** DATA SUPPLIED follows **
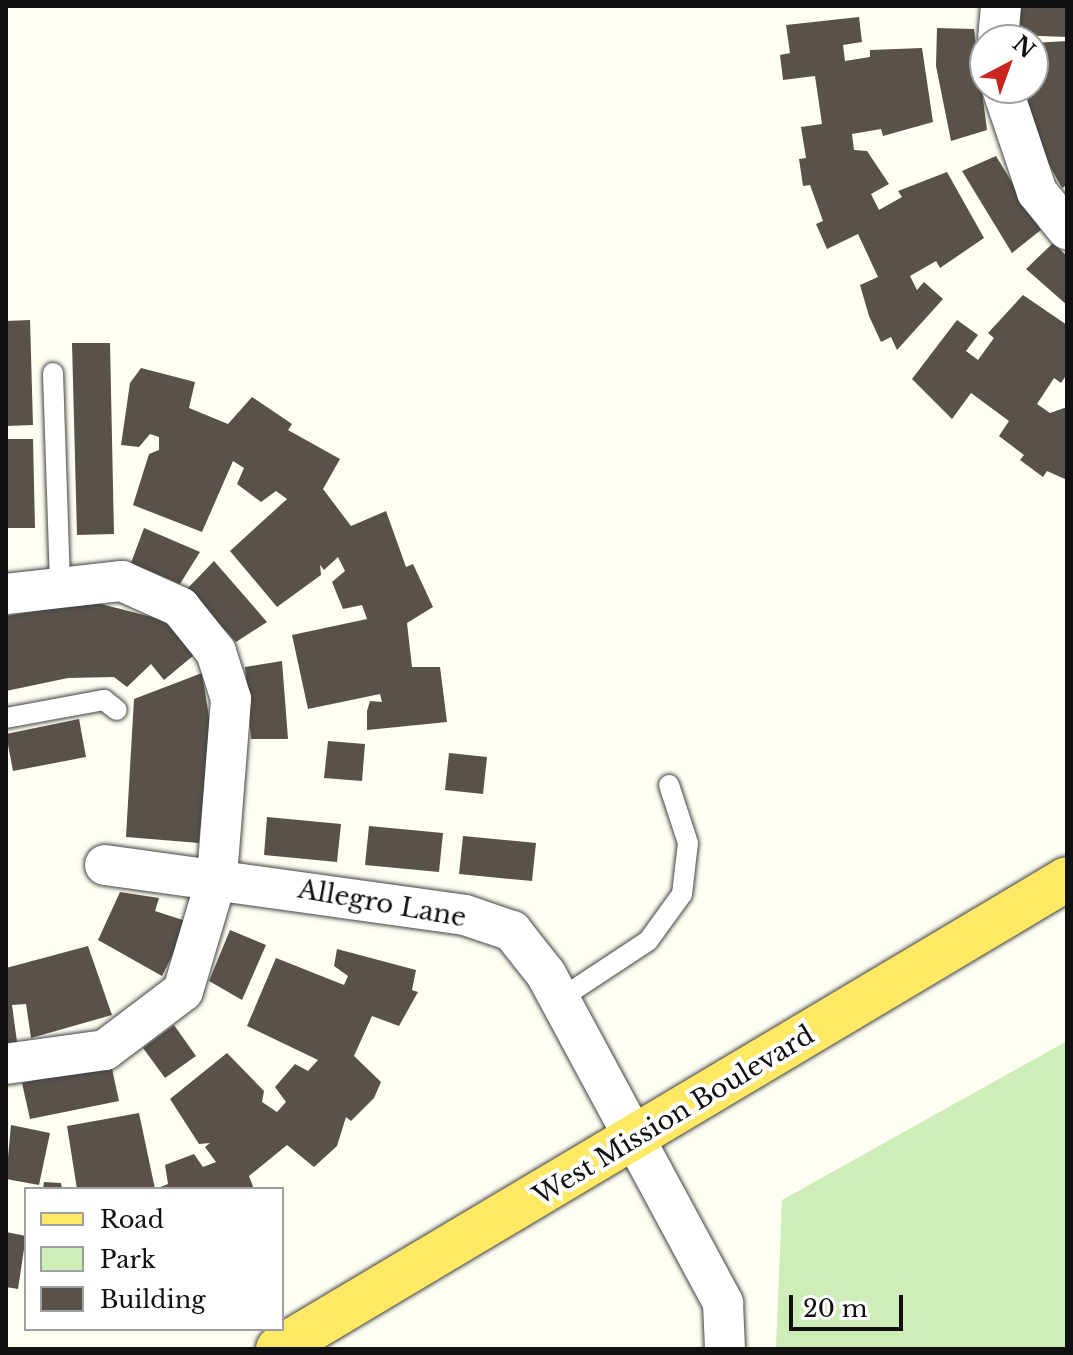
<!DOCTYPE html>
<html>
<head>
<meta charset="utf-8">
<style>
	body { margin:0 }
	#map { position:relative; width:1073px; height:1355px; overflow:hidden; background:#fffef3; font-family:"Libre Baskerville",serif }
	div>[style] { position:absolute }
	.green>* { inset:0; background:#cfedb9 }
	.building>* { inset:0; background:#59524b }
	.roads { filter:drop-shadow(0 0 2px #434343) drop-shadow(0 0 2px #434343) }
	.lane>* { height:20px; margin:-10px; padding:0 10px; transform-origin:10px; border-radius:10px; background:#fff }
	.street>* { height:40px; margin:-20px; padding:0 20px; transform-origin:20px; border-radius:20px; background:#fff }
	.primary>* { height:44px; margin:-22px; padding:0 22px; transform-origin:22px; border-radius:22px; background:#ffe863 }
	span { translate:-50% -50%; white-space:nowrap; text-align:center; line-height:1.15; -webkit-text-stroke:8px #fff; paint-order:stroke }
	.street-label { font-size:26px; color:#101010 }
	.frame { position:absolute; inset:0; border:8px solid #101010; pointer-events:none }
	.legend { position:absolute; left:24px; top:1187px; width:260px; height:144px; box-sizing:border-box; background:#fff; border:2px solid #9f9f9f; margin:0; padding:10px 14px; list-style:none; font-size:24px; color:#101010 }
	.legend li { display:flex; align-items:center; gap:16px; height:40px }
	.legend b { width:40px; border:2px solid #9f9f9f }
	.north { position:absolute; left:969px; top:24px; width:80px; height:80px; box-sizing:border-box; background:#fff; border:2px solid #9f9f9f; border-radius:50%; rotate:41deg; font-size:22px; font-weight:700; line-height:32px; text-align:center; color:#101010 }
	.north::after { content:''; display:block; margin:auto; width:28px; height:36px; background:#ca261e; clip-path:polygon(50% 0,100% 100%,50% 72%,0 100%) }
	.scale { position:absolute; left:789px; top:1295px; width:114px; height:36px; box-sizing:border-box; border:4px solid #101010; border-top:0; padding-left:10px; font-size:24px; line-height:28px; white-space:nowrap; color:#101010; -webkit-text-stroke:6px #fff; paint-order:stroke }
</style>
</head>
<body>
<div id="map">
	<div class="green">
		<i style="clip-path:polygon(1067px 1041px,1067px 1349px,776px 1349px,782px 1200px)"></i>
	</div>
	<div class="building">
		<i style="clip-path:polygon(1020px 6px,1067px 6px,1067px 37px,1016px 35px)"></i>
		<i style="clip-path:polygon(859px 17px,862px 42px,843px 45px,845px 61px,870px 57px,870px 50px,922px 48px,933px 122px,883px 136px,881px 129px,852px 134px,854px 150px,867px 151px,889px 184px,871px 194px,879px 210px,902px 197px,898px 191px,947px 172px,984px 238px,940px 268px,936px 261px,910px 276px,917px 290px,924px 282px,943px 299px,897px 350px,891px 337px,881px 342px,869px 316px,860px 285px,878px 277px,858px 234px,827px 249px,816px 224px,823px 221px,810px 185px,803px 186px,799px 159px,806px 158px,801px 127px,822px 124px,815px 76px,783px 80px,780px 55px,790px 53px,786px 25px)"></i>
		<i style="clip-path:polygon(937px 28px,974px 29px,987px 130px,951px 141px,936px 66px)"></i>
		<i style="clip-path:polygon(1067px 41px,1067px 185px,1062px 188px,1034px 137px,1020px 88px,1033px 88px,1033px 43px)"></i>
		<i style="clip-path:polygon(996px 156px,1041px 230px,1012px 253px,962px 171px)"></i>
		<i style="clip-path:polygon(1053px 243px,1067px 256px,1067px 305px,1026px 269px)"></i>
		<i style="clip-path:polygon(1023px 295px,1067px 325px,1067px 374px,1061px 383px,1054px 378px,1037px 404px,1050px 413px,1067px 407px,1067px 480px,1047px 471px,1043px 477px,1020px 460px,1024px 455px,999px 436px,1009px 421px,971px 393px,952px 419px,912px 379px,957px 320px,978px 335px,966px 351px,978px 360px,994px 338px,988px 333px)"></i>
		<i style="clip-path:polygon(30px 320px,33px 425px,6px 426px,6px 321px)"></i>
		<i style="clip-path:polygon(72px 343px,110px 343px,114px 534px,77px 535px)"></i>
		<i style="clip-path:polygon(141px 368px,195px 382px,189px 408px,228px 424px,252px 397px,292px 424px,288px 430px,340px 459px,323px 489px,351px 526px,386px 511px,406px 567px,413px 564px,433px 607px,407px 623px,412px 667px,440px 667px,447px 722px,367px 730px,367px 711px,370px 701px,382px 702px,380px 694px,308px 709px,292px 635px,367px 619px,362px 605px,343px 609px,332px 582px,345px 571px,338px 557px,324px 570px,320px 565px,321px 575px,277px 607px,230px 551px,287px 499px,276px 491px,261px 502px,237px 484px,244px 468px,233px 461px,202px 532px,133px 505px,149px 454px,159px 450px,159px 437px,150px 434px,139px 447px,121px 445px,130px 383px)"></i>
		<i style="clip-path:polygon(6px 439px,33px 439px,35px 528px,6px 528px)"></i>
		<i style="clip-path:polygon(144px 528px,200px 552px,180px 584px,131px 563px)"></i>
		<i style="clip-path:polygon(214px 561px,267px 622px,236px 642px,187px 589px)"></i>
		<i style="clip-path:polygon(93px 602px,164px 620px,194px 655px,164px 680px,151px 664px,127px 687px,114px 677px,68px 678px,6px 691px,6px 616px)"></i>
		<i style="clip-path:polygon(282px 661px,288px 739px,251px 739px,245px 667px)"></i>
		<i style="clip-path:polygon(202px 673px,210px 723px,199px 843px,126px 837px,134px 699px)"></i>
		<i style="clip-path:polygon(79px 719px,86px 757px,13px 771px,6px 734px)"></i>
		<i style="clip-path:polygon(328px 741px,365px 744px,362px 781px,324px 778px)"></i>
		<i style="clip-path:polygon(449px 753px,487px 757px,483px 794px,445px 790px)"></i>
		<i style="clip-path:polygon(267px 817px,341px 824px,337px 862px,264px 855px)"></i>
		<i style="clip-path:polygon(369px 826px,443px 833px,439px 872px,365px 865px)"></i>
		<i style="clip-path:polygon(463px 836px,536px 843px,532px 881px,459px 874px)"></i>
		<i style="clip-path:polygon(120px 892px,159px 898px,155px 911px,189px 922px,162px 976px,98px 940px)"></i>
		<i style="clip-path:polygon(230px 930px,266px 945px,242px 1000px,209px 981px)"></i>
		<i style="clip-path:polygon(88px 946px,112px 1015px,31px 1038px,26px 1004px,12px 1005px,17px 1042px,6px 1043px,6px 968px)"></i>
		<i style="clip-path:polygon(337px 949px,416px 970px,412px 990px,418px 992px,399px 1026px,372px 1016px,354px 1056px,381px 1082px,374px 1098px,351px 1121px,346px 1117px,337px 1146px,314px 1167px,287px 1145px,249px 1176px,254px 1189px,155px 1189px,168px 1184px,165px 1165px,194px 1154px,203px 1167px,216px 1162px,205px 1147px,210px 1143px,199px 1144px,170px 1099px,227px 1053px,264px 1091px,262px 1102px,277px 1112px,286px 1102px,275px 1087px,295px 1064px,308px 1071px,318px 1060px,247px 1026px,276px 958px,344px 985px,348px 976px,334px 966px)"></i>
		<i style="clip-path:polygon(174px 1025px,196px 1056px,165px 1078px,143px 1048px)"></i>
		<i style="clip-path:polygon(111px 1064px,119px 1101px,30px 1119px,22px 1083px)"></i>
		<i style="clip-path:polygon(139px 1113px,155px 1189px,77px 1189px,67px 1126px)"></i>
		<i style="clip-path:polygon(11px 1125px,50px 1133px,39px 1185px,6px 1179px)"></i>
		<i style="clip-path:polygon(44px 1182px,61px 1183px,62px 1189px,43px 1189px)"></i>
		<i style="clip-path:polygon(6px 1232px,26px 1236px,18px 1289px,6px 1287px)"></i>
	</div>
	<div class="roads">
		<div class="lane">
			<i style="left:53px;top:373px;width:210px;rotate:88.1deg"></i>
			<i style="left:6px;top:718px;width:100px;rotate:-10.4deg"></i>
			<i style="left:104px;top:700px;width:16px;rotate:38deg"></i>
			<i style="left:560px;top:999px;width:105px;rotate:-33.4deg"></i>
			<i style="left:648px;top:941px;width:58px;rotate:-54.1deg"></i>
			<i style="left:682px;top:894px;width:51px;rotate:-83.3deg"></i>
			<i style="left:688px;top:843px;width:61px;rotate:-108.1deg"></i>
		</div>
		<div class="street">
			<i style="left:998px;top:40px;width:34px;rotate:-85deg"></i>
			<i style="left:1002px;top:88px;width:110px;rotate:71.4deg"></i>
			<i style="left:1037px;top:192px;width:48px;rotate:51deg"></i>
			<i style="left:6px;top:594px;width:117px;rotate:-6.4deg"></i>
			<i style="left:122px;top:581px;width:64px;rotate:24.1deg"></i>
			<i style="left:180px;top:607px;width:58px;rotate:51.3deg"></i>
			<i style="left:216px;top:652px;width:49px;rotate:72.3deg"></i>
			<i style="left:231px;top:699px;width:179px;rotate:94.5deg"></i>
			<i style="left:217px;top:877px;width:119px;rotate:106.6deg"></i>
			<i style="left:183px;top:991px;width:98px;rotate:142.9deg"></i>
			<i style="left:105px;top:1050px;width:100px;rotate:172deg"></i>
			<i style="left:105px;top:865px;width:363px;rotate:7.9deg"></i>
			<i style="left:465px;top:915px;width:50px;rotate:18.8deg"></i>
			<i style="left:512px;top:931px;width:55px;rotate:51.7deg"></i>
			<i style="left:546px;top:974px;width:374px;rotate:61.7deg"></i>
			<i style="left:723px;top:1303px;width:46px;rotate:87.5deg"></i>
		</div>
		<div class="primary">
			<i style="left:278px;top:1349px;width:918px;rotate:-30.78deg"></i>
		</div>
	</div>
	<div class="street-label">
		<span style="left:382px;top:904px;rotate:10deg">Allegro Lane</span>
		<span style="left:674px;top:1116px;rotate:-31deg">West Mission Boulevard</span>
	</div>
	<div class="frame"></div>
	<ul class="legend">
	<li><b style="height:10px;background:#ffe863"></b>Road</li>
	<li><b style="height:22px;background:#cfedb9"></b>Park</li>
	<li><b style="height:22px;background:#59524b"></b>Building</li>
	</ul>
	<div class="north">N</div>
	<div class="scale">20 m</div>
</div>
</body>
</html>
** End of DATA SUPPLIED **
▸ **THE PROBLEM**
Every line from the top of the entries through the line that holds "position:absolute; left:969px; top:24px;" is to be quoted exactly, please, and nothing else; omit the pictures.

▸ **OUTPUT**
<!DOCTYPE html>
<html>
<head>
<meta charset="utf-8">
<style>
	body { margin:0 }
	#map { position:relative; width:1073px; height:1355px; overflow:hidden; background:#fffef3; font-family:"Libre Baskerville",serif }
	div>[style] { position:absolute }
	.green>* { inset:0; background:#cfedb9 }
	.building>* { inset:0; background:#59524b }
	.roads { filter:drop-shadow(0 0 2px #434343) drop-shadow(0 0 2px #434343) }
	.lane>* { height:20px; margin:-10px; padding:0 10px; transform-origin:10px; border-radius:10px; background:#fff }
	.street>* { height:40px; margin:-20px; padding:0 20px; transform-origin:20px; border-radius:20px; background:#fff }
	.primary>* { height:44px; margin:-22px; padding:0 22px; transform-origin:22px; border-radius:22px; background:#ffe863 }
	span { translate:-50% -50%; white-space:nowrap; text-align:center; line-height:1.15; -webkit-text-stroke:8px #fff; paint-order:stroke }
	.street-label { font-size:26px; color:#101010 }
	.frame { position:absolute; inset:0; border:8px solid #101010; pointer-events:none }
	.legend { position:absolute; left:24px; top:1187px; width:260px; height:144px; box-sizing:border-box; background:#fff; border:2px solid #9f9f9f; margin:0; padding:10px 14px; list-style:none; font-size:24px; color:#101010 }
	.legend li { display:flex; align-items:center; gap:16px; height:40px }
	.legend b { width:40px; border:2px solid #9f9f9f }
	.north { position:absolute; left:969px; top:24px; width:80px; height:80px; box-sizing:border-box; background:#fff; border:2px solid #9f9f9f; border-radius:50%; rotate:41deg; font-size:22px; font-weight:700; line-height:32px; text-align:center; color:#101010 }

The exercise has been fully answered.